Under the Occupational Safety and Health Administration’s multiemployer worksite doctrine, a company can be cited for safety violations that it did not create and for hazards to which its own employees were never exposed. The doctrine is used most often in the construction industry, where a general contractor (GC) is cited for safety violations committed by a subcontractor used on the worksite. OSHA says that if the GC is a “controlling employer,” it must exercise reasonable care to detect and correct safety issues with all employers working on the construction site.

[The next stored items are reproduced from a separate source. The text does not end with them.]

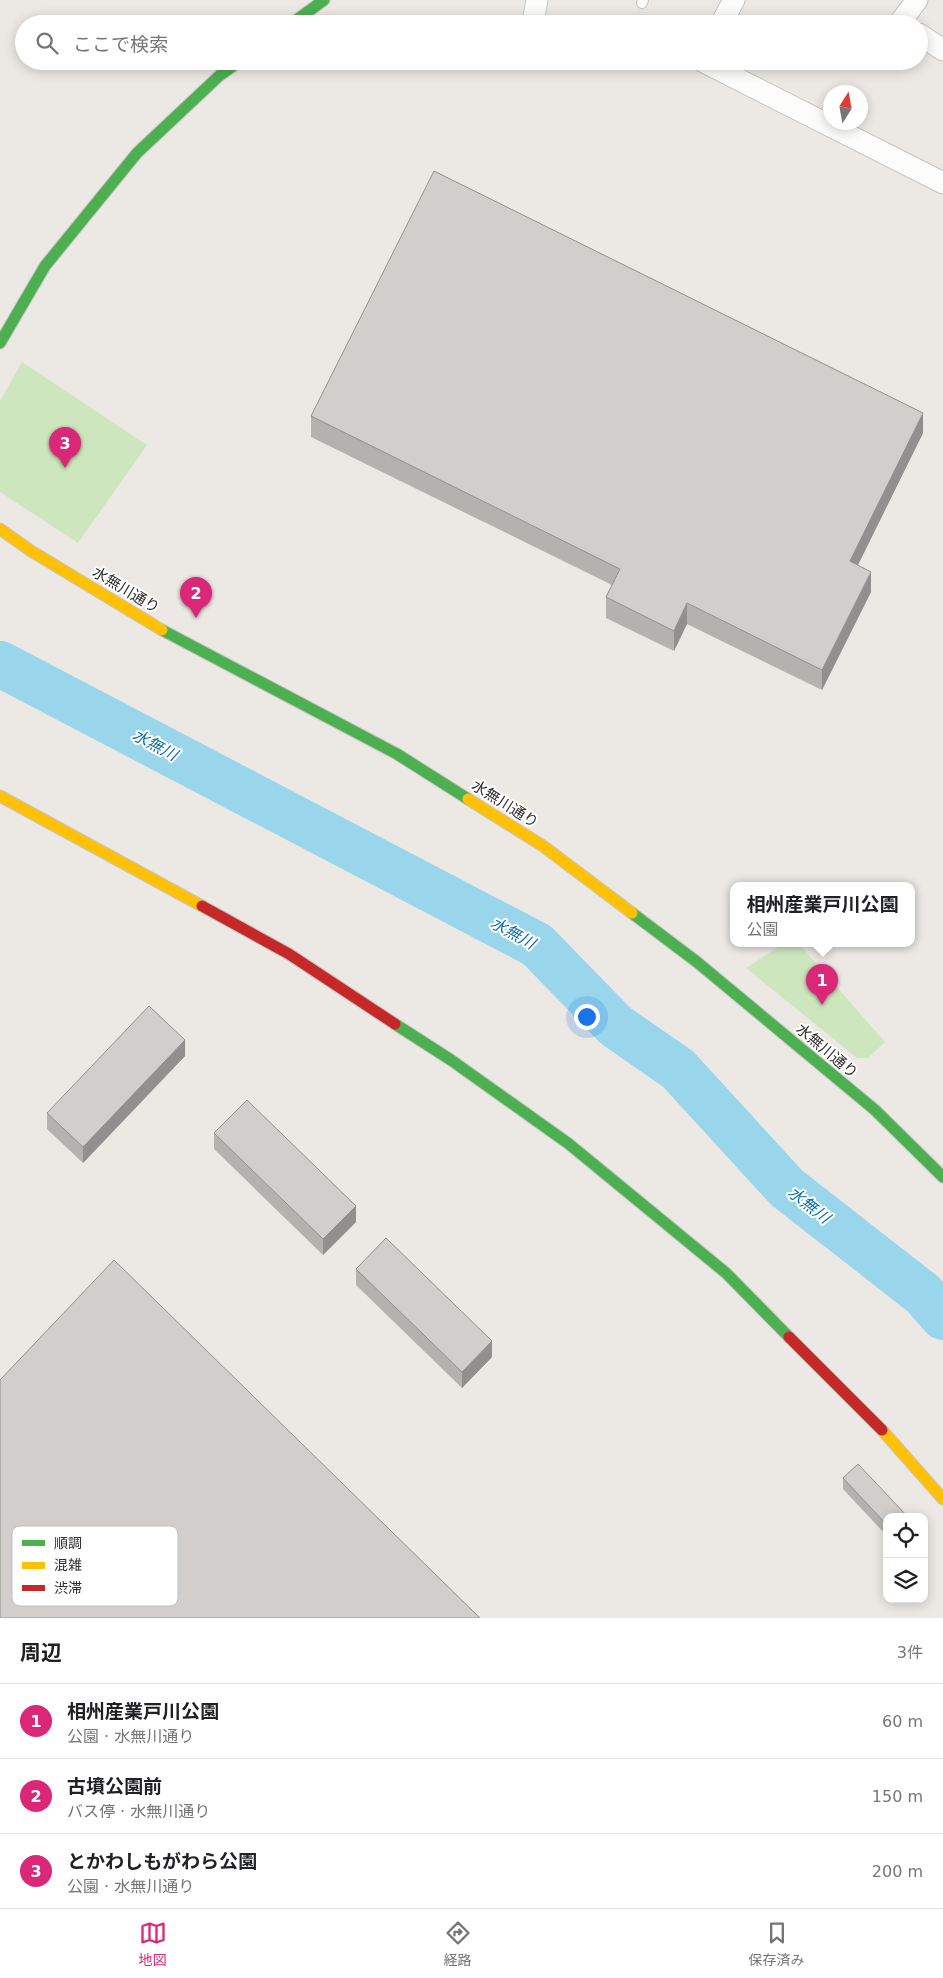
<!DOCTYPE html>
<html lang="ja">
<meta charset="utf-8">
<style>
:root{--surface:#fff;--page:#f6f6f6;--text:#202124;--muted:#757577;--line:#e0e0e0;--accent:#db2777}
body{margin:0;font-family:"DejaVu Sans","Noto Sans JP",sans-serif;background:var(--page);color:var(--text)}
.controls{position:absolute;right:15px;bottom:15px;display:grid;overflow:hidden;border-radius:10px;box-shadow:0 2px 12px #0003}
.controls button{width:45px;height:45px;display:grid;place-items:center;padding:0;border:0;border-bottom:1px solid var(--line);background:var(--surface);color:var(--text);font:25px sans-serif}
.compass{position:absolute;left:823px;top:85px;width:45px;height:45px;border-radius:50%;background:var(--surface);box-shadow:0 2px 12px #0003;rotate:11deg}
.you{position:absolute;left:586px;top:1016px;width:18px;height:18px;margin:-12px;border:4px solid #fff;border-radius:50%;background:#1a73e8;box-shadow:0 0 0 8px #1a73e833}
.badge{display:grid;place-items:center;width:32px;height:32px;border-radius:50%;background:var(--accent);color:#fff;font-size:16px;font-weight:700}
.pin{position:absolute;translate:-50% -41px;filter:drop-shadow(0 1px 2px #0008)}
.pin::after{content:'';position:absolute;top:26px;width:18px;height:15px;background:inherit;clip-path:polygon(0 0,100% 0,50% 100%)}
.popup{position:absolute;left:730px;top:882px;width:185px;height:65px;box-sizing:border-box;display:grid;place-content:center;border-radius:10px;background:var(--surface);filter:drop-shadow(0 1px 4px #0005);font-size:16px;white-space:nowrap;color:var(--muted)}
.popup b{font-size:19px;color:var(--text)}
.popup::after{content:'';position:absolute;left:50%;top:100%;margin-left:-10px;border:10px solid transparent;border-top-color:var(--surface)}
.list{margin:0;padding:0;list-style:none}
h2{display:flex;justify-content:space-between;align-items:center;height:65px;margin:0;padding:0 20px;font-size:21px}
h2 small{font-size:16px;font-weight:400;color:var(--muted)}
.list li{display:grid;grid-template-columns:32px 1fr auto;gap:15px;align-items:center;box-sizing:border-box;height:75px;padding:0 20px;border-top:1px solid var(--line)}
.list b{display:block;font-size:19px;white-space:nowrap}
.list p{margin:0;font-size:16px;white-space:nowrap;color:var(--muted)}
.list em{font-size:16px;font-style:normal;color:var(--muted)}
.icon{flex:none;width:28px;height:28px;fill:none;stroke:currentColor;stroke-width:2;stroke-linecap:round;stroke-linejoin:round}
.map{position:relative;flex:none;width:943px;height:1618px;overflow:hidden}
.search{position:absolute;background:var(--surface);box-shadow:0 2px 12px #0003;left:15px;right:15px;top:15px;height:55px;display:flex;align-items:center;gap:12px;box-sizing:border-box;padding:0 18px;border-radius:28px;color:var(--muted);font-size:19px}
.sheet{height:290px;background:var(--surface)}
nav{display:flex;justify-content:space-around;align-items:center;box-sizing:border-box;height:70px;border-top:1px solid var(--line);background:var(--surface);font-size:14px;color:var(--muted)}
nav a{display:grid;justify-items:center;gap:2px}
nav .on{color:var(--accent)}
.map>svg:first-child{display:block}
.green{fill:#cee6be}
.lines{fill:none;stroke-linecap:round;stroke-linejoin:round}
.river{stroke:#99d6ec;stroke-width:46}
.lane-casing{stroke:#c5c4c5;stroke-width:12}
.street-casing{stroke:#c5c4c5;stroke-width:23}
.fast-casing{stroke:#c5c4c5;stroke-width:13}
.slow-casing{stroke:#c5c4c5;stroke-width:13}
.jam-casing{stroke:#c5c4c5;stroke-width:13}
.lane{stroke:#fcfcfb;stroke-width:10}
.street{stroke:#fcfcfb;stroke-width:21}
.fast{stroke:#4caf50;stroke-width:11}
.slow{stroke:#ffc107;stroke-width:11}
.jam{stroke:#c62828;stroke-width:11}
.wall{fill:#b4b1af}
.shaded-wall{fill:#92908e}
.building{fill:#d1cecb;stroke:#92908e}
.labels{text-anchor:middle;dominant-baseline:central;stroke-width:4;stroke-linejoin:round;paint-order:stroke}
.street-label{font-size:15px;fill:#2e2e2e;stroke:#fff}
.water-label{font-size:16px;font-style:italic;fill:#0d6fa3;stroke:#fff}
.key{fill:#fff;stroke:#c0c0c0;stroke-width:1}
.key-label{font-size:14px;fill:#2e2e2e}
</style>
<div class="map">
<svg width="943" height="1618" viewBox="0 0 943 1618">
<rect width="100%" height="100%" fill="#ece8e4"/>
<path class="green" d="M 22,362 L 147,445 L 78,543 L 0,492 L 0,401 Z
M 783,944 L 800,945 L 885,1042 L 868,1058 L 857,1058 L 746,968 Z"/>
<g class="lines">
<path class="river" d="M 0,664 L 537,945 L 616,1026 L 678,1069 L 787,1188 L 923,1294 L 943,1317"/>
<defs>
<path id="lane" d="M 642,3 L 643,0"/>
<path id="street" d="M 533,22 L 537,0
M 721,24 L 734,0
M 899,24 L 917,0
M 919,34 L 943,50
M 702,61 L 943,183"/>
<path id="fast" d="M 291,24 L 324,0
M 0,343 L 45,266 L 137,153 L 219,76 L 240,61
M 162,630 L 397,754 L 468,799
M 632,913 L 697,962 L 875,1110 L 943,1177
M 395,1024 L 451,1060 L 569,1144 L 726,1273 L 789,1337"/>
<path id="slow" d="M 0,529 L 31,551 L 162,630
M 0,796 L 202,906
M 468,799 L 543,846 L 632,913
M 882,1430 L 943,1499"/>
<path id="jam" d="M 202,906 L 289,954 L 395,1024
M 789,1337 L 882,1430"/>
</defs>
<use href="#lane" class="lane-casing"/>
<use href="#street" class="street-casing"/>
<use href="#fast" class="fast-casing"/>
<use href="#slow" class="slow-casing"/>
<use href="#jam" class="jam-casing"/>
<use href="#lane" class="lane"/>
<use href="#street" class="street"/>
<use href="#fast" class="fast"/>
<use href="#slow" class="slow"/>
<use href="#jam" class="jam"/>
</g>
<path class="wall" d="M 311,416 L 923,433 L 858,565 L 871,592 L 822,690 L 687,624 L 674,651 L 606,618 L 606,597 L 612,585 L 311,437 Z
M 185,1056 L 83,1163 L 47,1129 L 47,1113 Z
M 214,1133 L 356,1222 L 323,1255 L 214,1149 Z
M 356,1269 L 492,1357 L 462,1388 L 356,1285 Z
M 843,1478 L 887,1517 L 887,1536 L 843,1489 Z"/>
<path class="shaded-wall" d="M 923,413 L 923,433 L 850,581 L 850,561 Z
M 871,572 L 871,592 L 822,690 L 822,670 Z
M 687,603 L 687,624 L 674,651 L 674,631 Z
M 185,1040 L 185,1056 L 83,1163 L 83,1147 Z
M 356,1206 L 356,1222 L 323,1255 L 323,1239 Z
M 492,1341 L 492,1357 L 462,1388 L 462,1372 Z"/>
<path class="building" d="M 434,171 L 923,413 L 850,561 L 871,572 L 822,670 L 687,603 L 674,631 L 606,597 L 620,569 L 311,416 Z
M 149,1006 L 185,1040 L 83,1147 L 47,1113 Z
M 247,1100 L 356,1206 L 323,1239 L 214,1133 Z
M 386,1238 L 492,1341 L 462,1372 L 356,1269 Z
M 114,1260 L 480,1618 L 0,1618 L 0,1380 Z
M 858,1464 L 908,1517 L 887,1517 L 887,1525 L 843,1478 Z"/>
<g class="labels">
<g class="street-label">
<text transform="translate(126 590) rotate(31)">水無川通り</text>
<text transform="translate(505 804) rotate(32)">水無川通り</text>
<text transform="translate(827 1051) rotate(40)">水無川通り</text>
</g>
<g class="water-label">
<text transform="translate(155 745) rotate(28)">水無川</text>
<text transform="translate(513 933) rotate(29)">水無川</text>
<text transform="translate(809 1205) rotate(38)">水無川</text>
</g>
</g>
<rect x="12" y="1526" width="166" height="80" rx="8" class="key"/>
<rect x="22" y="1540" width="23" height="6" fill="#4caf50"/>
<rect x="22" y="1562" width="23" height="7" fill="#ffc107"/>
<rect x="22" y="1585" width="23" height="6" fill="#c62828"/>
<g class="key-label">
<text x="54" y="1548">順調</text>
<text x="54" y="1570">混雑</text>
<text x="54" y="1593">渋滞</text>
</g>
</svg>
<div class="controls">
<button><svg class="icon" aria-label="locate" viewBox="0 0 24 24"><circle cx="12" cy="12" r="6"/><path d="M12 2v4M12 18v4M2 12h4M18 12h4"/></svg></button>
<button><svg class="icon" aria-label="layers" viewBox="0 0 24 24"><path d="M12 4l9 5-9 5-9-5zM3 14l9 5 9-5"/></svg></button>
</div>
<svg class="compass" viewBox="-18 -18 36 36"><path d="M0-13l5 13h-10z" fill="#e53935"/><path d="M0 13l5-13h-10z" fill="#757577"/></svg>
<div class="you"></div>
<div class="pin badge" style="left:822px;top:1005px">1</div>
<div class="popup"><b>相州産業戸川公園</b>公園</div>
<div class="pin badge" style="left:196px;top:618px">2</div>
<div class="pin badge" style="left:65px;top:468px">3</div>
<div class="search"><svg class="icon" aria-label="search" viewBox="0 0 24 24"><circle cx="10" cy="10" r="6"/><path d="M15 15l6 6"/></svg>ここで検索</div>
</div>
<section class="sheet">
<h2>周辺<small>3件</small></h2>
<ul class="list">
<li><span class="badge">1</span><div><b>相州産業戸川公園</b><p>公園 · 水無川通り</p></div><em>60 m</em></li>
<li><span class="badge">2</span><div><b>古墳公園前</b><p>バス停 · 水無川通り</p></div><em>150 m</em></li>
<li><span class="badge">3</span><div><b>とかわしもがわら公園</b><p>公園 · 水無川通り</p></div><em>200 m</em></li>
</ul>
</section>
<nav>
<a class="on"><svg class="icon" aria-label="map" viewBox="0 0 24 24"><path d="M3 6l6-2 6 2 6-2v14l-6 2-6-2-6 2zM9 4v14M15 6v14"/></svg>地図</a>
<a><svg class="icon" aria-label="directions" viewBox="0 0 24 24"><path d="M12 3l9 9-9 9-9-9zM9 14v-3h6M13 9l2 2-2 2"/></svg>経路</a>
<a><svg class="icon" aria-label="saved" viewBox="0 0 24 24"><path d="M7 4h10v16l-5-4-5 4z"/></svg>保存済み</a>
</nav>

Last week at oral argument, judges for the Eleventh Circuit Court of Appeals (which includes Georgia) soundly rejected a GC’s contention that it did not control the safety practices of subcontractors used on the project. In FAMA Construction LLC v. U.S. Department of Labor, OSHA cited the GC and assessed almost $300,000 in penalties for repeat fall protection and other violations by roofing subcontractors at a residential construction project. The GC argued that it was not a controlling employer liable for the subcontractor’s activities because those subs were independently incorporated businesses and FAMA never attempted to oversee or control their safety practices.
The Eleventh Circuit judges rejected these arguments, noting that the roofing subcontractors had worked for FAMA for years. The GC had control over their work, held safety seminars, and could fine or remove subs for poor safety practices. This relationship fell squarely within the multiemployer worksite doctrine.
General contractors reading this might be tempted to react by ending all efforts to oversee subcontractor safety practices at their worksites. Although not addressed in this case, OSHA can cite GCs under multiemployer worksite doctrine if they fail to take reasonable measures to oversee the subcontractor’s safety practices. In other words, ignorance will not serve as a defense to these citations.